Yay - how exciting  
Let me know which mattress you buy - I have been looking on kiddicare but still undecided!


----------



## kara76 (Dec 14, 2004)

thinking a mid range one i think lol, i have to buy 3, one for moses basket, one for crib and one for cotbed

another minefield lol

luke is building the chest of drawers lol


----------



## Queenie1 (Aug 21, 2008)

hi all,

taffy glad your app's went well today and that the mw are looking after you. how are you feeling now has the sickness stopped. wow no work until march 2011 that sounds fantastic

michelle glad that the mw has reasurred you and feel free to shout it out, will listen to see if i can hear you here. lol

kara glad the bh have easied and that you had a good sleep, start taking it easy now. well done on getting your furniture

raven hope sam is behaving


----------



## mimi41 (Feb 28, 2008)

Hi ladies

I had my scan appointment through today, 16th feb but i have to cancel my cons appointment because he wanted to see me after the scan.


----------



## kara76 (Dec 14, 2004)

is your con appointment before your scan?


----------



## Ravan (Apr 4, 2008)

Morning all.

Kara bet your nursery is looking good.
Taffy not long now  
Michelle scream it out lol Why shouldnt you,you've waited so long.
Queenie Sam is a bugger   had me up at 5am today,he's just gone back to sleep.Naughty Sam  

Hope everyone is well


----------



## Taffy Girl (Feb 8, 2008)

Morning all ...... including naughty Sam 
Michelle - scream and shout all you like - but like Kara says stay off the rootops lol
Kara - hope your consultant puts your mind at rest today - is it cervix scan too?  Hope all is good for you  
I love swimming too Michelle - but dont think I have a cossie that will go anywhere near me now    
Hello Ravan and Miriam - are Sam and Maia keeping you both busy? 
Hi Queenie - how you doing?
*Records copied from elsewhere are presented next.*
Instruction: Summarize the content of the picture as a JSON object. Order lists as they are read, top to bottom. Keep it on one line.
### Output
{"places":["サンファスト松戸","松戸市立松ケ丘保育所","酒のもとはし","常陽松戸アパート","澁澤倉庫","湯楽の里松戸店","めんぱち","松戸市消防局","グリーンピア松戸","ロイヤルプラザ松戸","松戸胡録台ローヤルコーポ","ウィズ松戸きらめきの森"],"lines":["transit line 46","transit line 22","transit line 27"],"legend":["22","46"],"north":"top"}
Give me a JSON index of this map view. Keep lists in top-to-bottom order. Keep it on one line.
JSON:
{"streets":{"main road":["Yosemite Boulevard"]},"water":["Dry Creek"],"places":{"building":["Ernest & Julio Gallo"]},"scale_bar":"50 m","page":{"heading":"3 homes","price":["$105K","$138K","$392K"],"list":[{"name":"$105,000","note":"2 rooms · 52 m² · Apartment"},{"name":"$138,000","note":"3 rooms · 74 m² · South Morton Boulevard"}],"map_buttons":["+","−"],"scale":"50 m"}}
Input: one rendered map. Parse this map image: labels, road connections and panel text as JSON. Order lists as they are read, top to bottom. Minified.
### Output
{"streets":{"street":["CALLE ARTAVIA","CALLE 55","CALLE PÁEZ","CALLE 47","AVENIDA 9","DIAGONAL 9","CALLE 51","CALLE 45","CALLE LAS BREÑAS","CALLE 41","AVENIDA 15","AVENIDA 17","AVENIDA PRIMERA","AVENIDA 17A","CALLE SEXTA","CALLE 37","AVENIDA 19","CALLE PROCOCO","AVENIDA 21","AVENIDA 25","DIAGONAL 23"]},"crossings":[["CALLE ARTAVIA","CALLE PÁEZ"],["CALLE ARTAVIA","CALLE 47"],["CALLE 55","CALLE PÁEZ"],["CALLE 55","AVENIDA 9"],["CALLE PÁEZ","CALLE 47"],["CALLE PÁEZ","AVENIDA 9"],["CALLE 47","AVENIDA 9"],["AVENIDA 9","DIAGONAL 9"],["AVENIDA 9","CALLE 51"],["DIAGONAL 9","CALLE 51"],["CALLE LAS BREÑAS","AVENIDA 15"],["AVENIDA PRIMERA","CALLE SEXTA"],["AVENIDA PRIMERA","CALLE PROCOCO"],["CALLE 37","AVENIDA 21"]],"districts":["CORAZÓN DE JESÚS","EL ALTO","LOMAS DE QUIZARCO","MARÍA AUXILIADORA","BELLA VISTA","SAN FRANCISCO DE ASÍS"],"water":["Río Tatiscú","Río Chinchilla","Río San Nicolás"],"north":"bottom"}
Not long to go for your appt now.
Ebonie - hows things with you - and how is your neice and her little one doing?
Cath, Claire - hope all ok with you both 
Im off to  work today - yay - no appointments for me today  
x


----------



## Ravan (Apr 4, 2008)

your off work and up so early Taffy lol you should make the most of your sleeptime


----------



## Queenie1 (Aug 21, 2008)

kara good luck with app today. hope it goes well.


----------



## kara76 (Dec 14, 2004)

morning ladies and babies....hiya sam my bestest buddy lol

yeah just a cervix scan really but they tend to look at baby too

just a quickie to say good luck today claire with your scan.

see you all later


----------



## Ravan (Apr 4, 2008)

hope everything is okay today Kara,thinking of you.


----------



## claire1 (Nov 14, 2004)

Thanks Kara for remembering and wishing me luck for the scan.  Everything went OK, bubs is growing well.

Hope your scan went OK?

Hope everyone is OK?

Sorry no personals, not really good company tonight.


----------



## kara76 (Dec 14, 2004)

hiya all

claire i am so pleased all went well, i bet your saw such a difference today

well my cervix scan was at 1010am and all good there, baby still breech (loads of time to turn) but the MW there wanted me to see my con in tenby at 4pm regarding the braxton hicks and there was talk of steriods! freak me out a little. anyway i saw my con who said as long as the braxton hicks arent more than 4 in an hour then no need to worry or if they are or im worried to go in for assessment and they can do a swab test for preterm labour, she said the very good thing is we know these braxton hicks/pains arent changing my cervix lenght or causing funneling. i have to say she was great and helped alot. 
i have been told to rest more, she is happy with my working as its so quiet and said i will probably be doing less in work and you know what she is right

baby was opening and closing mouth at the scan and looked much bigger lol


----------



## kara76 (Dec 14, 2004)

forgot to say my lovely mum brought some baby bits today, changing box with goodies in yay yay


----------



## Taffy Girl (Feb 8, 2008)

Kara and Claire - glad to hear that your scans were all ok today 
I have been to work today and am absolutely shattered - so off for an early night  
x


----------



## kara76 (Dec 14, 2004)

taffy deffo has some rest hun

our steriliser arrived too which is very quick i only ordered it on tuesday i think lol. luke was building funiture til after midnight last night too, it is really really fab


----------



## Queenie1 (Aug 21, 2008)

kara and claire glad scans went well today.

hi to everyone


----------



## kara76 (Dec 14, 2004)

morning ladies

how is everyone today? good i hope

im still a little concerned over these braxton hicks but i think i just need to chill out and relax again. i am considering finishing work earlier now but will see how the next week or so goes, tbh im just finding it hard getting my **** out of bed in the morning lol, yet i am sleeping better since putting a pillow between my legs

luke sat in our nursery last night looking at the new bits that my mum brought and what was delivered that made me feel all mushy lol

might order car seat and some more bits later as i really have to stay away from ebay or im just gona buy clothes.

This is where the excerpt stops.